La evitación experiencial se considera como un elemento compartido en distintos síndromes psiquiátricos. Es una dimensión transdiagnóstica que se podría integrar en gran parte de los síndromes tradicionales como los depresivos, ansiosos y psicóticos (Patrón-Espinosa, 2013).

Pero…¿Qué es la evitación experiencial? La evitación experiencial es un fenómeno que ocurre cuando una persona no quiere ponerse en contacto con sus experiencias privadas, sobre todo cuando las considera aversivas (por ejemplo, estar triste, tener ansiedad, tener un pensamiento obsesivo…). Estas experiencias privadas son pensamientos, emociones, recuerdos o sensaciones corporales. Para evitar que estos eventos desagradables ocurran, la persona trata de alterar la frecuencia y/o el contexto que los ocasiona (Hayes et al., 1996 en Ferro 2000). Este  control se lleva a cabo con estrategias como evitar ciertas situaciones, distraerse, suprimir pensamientos o comportarnos de manera rígida, entre otros. 

De todas maneras, no podemos afirmar que la evitación en sí sea algo desadaptativo. Puede ser algo adaptativo si se utiliza de manera adecuada. Por ejemplo, si vemos una serpiente venenosa, es normal retroceder y volver a una zona segura. Sin embargo, puede volverse un problema cuando supone un gran coste para la persona y afecta a su vida cotidiana, a esto la Terapia de Aceptación y Compromiso (ACT) lo llama el trastorno de evitación experiencial (TEE). 

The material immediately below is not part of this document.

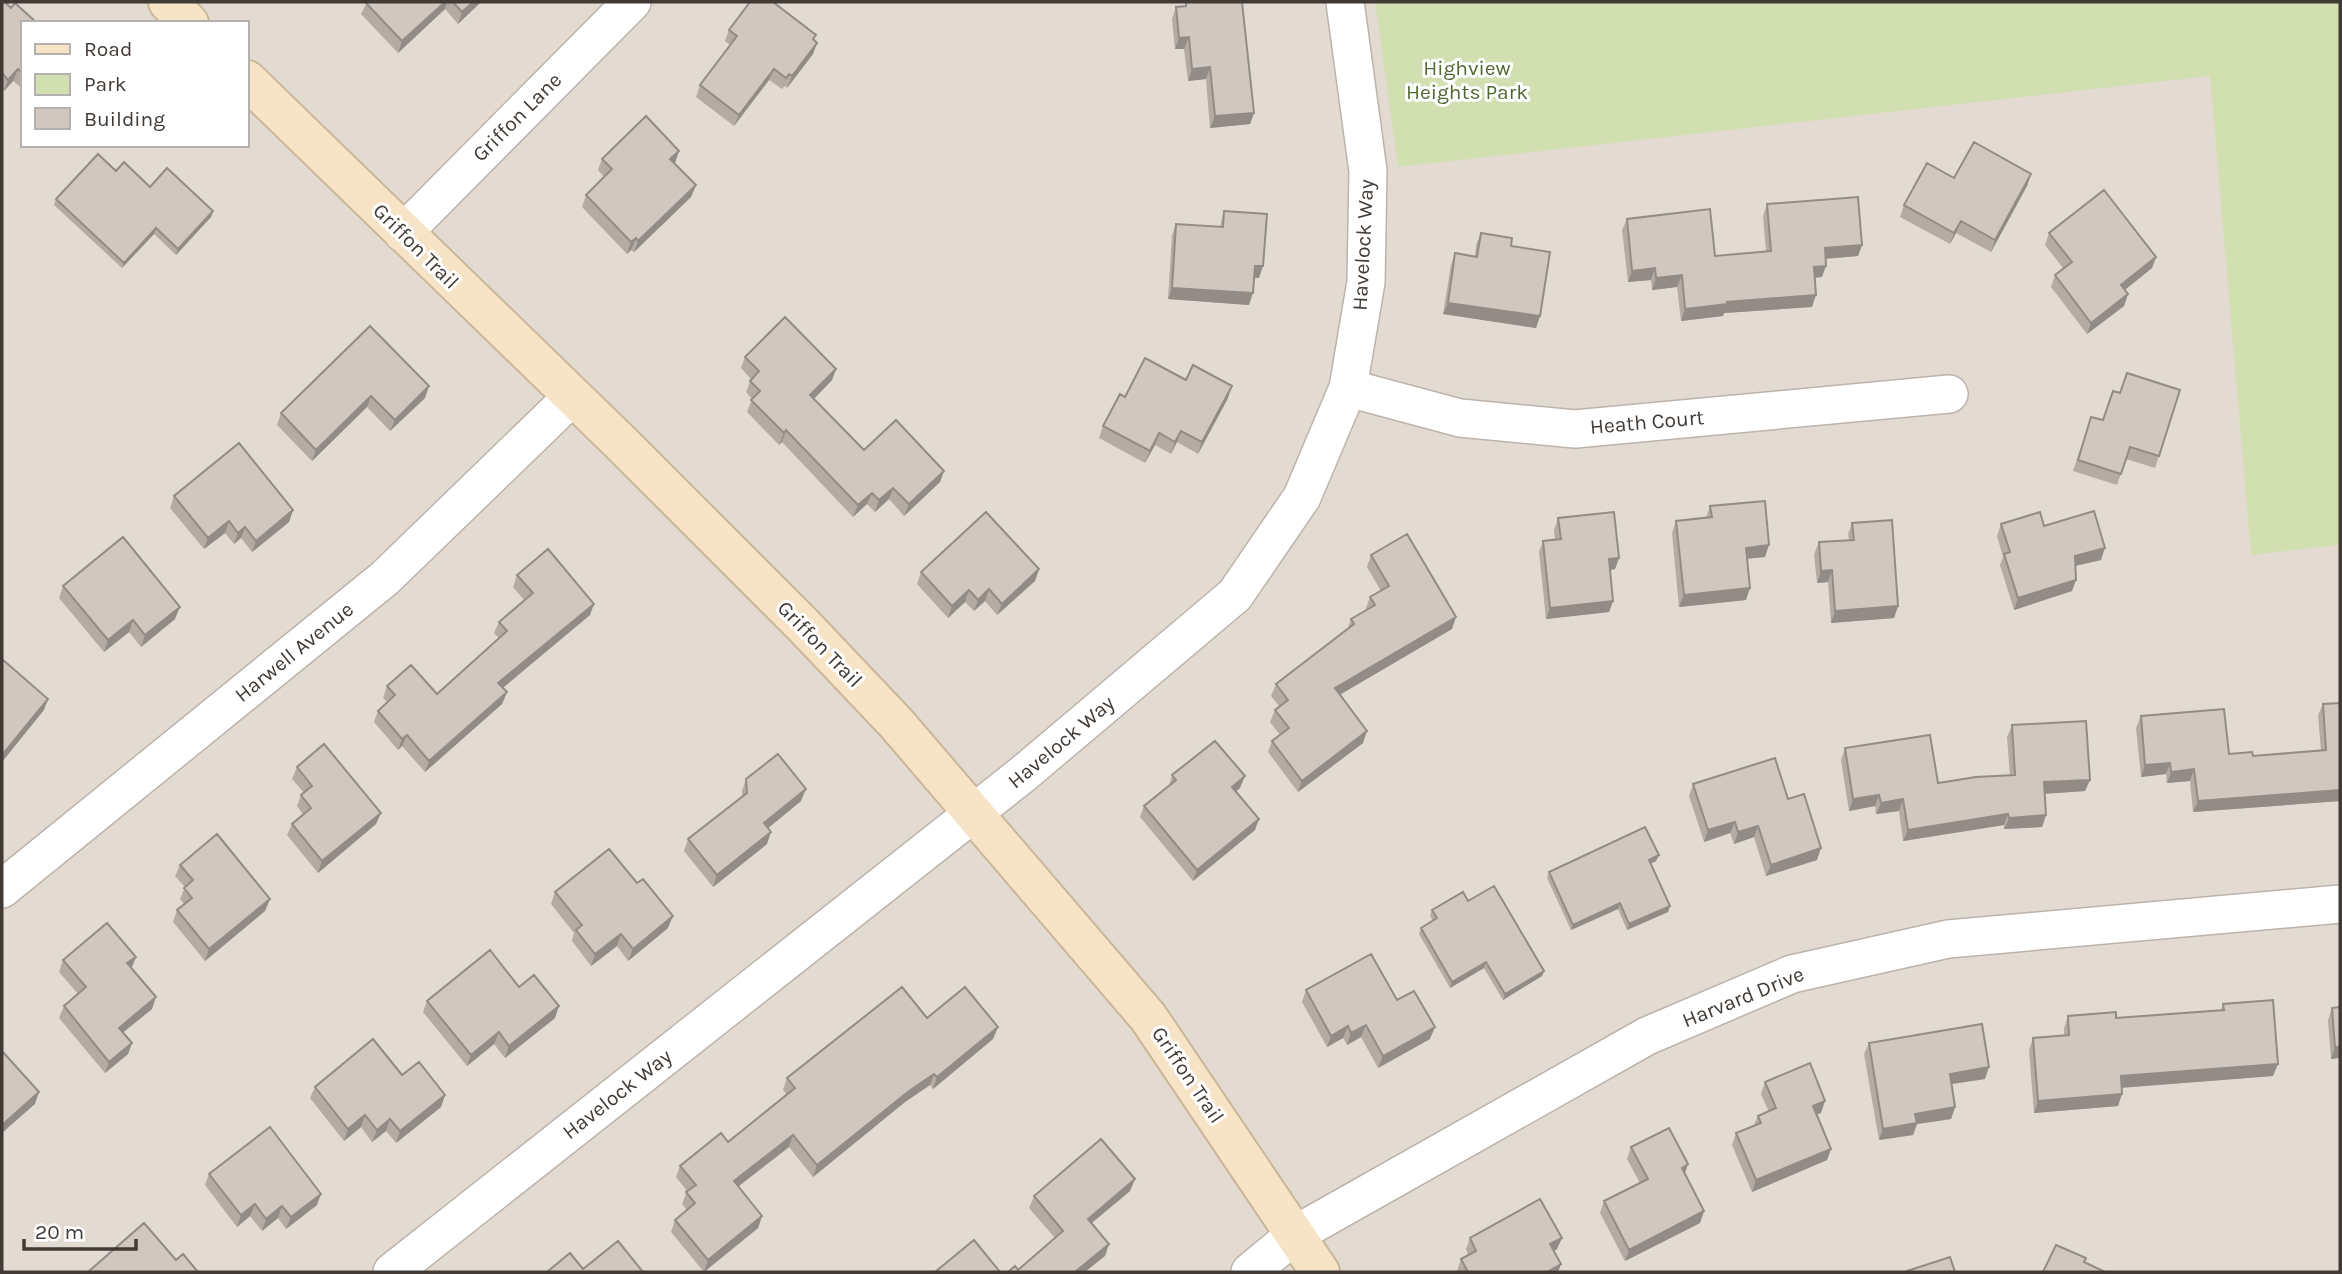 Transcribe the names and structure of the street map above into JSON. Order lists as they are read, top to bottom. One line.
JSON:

El TEE tiene una naturaleza verbal, ya que las personas tendemos a clasificar los eventos como “bueno” o “malo”, sumándose la rigidez psicológica ante el malestar, como la creencia de tener que eliminar toda sensación de malestar para poder disfrutar (Mellado-Pastor et al., 2023). En este caso es habitual que las personas consideren que la causa de sus problemas son los propios eventos privados (Ferro, 2000). Cuando esto ocurre, la persona se encuentra atrapada en un patrón recurrente de evitación, a modo de control excesivo de los eventos privados, que desencadenaría un círculo vicioso, donde hay un alivio del malestar a corto plazo, pero el malestar va aumentando a largo plazo. Como consecuencia de este círculo vicioso puede observarse que las patologías mentales pueden llegar a exacerbarse (por ejemplo la depresión, la ansiedad o el consumo de sustancias).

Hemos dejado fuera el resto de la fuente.